╭─ Excerpted records

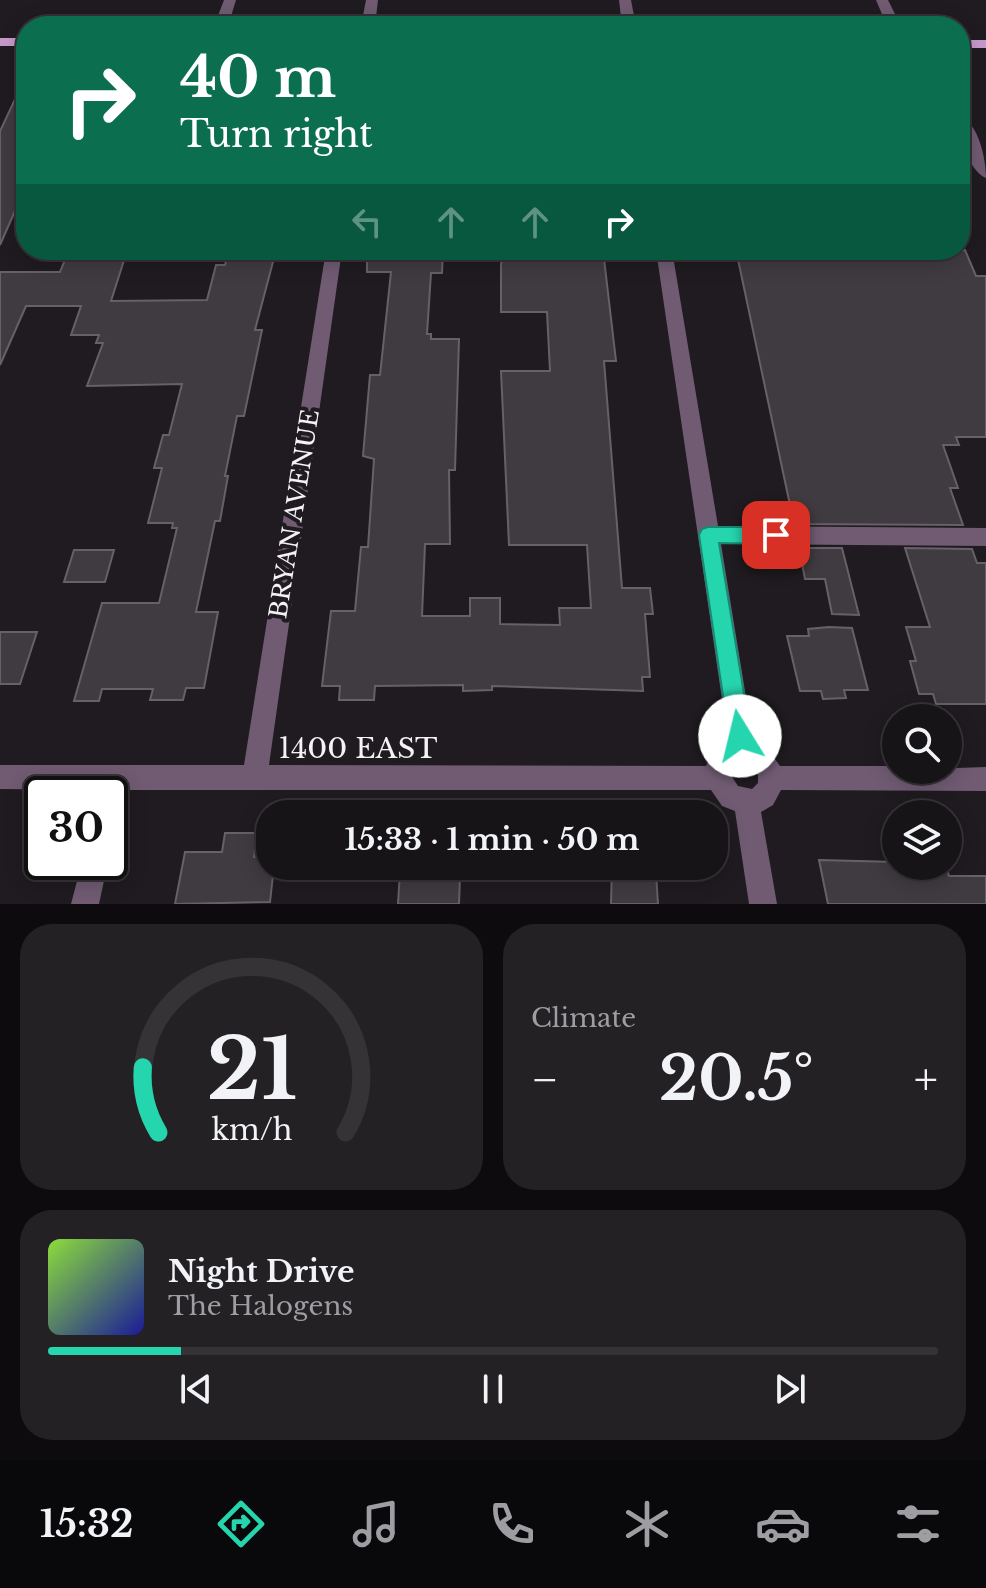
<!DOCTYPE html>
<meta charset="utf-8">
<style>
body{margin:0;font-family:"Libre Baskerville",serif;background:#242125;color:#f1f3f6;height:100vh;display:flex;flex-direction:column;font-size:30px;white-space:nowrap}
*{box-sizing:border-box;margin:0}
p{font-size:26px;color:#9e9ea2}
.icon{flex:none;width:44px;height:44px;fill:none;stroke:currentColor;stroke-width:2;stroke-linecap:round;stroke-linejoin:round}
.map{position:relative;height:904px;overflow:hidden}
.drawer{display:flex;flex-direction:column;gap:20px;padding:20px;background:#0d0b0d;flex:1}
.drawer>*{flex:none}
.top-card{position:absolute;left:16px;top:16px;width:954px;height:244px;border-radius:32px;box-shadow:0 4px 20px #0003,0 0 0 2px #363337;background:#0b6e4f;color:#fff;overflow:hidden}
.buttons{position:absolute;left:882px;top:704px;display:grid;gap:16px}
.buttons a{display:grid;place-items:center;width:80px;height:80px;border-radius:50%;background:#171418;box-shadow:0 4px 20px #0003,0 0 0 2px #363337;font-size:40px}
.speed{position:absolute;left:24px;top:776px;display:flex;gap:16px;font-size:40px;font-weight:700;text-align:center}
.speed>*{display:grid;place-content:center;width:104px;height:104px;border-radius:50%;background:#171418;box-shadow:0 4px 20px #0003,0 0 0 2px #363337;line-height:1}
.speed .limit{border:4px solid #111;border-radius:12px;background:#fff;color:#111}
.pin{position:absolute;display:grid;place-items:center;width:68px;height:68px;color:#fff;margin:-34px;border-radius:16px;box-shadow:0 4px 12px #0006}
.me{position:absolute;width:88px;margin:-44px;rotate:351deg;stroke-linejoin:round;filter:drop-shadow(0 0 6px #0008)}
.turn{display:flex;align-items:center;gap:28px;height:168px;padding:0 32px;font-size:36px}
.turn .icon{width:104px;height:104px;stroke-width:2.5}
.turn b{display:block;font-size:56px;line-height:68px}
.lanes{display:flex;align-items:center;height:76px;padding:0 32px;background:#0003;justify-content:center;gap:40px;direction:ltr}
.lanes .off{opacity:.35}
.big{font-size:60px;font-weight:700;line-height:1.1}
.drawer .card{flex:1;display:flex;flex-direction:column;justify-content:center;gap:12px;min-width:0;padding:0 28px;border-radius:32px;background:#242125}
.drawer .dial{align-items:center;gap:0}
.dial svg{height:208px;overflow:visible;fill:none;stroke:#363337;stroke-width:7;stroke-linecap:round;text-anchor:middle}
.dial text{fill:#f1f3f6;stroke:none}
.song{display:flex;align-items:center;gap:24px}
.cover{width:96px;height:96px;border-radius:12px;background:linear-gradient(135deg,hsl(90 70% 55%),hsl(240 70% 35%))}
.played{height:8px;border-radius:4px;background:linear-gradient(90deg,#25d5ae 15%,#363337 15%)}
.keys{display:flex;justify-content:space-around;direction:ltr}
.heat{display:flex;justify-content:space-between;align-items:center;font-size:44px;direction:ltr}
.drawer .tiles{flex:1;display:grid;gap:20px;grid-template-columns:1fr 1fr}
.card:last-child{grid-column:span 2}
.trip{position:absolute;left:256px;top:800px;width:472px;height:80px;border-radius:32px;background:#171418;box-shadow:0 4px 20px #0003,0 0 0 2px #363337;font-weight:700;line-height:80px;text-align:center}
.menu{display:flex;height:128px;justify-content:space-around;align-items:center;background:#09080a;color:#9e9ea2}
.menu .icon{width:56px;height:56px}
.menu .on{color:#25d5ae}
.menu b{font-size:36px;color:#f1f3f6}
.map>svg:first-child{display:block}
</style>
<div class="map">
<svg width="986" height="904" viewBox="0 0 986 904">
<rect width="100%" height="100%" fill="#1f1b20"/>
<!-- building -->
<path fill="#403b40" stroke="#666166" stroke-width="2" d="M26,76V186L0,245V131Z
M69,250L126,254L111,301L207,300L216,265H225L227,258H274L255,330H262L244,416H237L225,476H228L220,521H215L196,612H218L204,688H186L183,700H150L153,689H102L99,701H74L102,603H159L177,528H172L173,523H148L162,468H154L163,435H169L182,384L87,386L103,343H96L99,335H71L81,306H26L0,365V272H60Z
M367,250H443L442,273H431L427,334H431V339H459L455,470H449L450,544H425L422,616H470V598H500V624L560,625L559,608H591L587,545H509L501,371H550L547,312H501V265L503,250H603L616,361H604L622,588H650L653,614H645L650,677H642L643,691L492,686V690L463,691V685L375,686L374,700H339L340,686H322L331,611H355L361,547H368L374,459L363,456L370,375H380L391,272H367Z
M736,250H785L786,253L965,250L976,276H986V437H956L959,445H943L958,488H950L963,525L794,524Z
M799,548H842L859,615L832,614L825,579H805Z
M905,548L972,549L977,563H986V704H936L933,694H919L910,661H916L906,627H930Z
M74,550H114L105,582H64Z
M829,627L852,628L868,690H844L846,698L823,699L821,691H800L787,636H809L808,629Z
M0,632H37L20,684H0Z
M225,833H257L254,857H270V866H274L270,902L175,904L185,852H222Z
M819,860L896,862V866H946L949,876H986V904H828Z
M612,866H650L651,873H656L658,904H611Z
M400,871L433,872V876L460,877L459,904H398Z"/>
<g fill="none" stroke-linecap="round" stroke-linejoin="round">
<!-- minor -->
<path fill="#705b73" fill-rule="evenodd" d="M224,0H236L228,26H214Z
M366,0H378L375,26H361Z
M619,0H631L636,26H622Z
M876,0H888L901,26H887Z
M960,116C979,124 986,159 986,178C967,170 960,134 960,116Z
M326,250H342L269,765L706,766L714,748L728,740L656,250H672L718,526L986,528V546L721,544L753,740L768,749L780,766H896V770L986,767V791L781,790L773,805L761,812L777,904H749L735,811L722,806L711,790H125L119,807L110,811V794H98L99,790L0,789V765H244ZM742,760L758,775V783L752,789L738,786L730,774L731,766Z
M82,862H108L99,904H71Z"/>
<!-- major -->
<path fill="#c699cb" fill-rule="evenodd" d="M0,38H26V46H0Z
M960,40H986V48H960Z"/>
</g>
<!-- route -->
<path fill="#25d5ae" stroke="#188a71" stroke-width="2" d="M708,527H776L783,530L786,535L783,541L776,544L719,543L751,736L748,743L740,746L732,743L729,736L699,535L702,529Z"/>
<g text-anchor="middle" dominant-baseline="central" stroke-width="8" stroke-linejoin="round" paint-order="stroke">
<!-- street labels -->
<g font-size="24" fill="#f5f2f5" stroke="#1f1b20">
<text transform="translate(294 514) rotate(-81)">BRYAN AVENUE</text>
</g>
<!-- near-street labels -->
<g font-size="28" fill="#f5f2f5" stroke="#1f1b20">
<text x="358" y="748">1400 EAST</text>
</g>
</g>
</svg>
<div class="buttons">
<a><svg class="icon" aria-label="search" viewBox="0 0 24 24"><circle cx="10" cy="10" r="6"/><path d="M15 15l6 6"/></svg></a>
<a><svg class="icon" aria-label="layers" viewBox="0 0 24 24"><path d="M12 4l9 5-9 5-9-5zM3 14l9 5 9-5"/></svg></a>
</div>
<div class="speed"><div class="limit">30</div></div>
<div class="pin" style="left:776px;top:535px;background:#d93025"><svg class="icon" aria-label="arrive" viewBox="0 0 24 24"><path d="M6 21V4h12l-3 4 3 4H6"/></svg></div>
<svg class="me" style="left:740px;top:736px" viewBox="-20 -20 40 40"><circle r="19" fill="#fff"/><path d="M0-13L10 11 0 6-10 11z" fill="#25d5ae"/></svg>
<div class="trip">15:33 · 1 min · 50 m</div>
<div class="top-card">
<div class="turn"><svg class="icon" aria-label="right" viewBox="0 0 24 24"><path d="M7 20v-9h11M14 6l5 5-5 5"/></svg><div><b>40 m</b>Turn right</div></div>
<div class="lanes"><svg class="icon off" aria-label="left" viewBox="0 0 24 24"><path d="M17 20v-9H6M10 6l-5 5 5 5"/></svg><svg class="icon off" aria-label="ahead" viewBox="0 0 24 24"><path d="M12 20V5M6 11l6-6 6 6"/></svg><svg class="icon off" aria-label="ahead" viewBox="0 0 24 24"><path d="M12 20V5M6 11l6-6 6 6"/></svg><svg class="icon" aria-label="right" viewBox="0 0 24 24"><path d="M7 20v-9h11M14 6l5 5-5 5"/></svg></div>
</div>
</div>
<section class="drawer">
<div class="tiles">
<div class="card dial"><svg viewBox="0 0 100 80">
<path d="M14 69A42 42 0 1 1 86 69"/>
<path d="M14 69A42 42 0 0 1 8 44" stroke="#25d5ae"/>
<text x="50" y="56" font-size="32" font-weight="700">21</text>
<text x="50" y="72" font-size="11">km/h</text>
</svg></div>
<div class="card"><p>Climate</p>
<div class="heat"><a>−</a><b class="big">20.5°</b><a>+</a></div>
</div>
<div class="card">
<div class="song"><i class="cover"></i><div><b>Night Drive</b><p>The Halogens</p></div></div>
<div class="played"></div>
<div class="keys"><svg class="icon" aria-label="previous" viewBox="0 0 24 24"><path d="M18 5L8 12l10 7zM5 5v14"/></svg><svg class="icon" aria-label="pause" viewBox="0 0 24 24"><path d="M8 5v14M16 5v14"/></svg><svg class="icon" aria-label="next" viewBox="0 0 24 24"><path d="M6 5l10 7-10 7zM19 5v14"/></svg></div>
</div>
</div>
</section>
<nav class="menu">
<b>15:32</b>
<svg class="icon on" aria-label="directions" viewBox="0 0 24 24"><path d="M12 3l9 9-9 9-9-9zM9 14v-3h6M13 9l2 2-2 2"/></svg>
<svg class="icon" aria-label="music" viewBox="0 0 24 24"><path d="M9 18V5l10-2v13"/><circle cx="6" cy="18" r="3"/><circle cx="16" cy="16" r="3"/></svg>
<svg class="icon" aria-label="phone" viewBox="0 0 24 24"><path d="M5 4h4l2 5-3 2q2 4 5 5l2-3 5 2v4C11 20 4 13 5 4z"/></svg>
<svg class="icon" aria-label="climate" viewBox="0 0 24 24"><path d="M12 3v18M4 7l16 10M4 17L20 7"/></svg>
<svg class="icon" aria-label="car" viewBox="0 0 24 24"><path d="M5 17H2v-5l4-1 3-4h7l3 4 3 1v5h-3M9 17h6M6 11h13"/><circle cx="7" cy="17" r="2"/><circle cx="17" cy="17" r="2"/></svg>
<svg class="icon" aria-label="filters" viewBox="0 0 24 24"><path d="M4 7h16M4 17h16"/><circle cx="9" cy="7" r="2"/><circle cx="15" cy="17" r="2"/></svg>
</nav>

╰─

== The task ==
Every line above that holds the string "linear" should be copied out.

== Task answer ==
.cover{width:96px;height:96px;border-radius:12px;background:linear-gradient(135deg,hsl(90 70% 55%),hsl(240 70% 35%))}
.played{height:8px;border-radius:4px;background:linear-gradient(90deg,#25d5ae 15%,#363337 15%)}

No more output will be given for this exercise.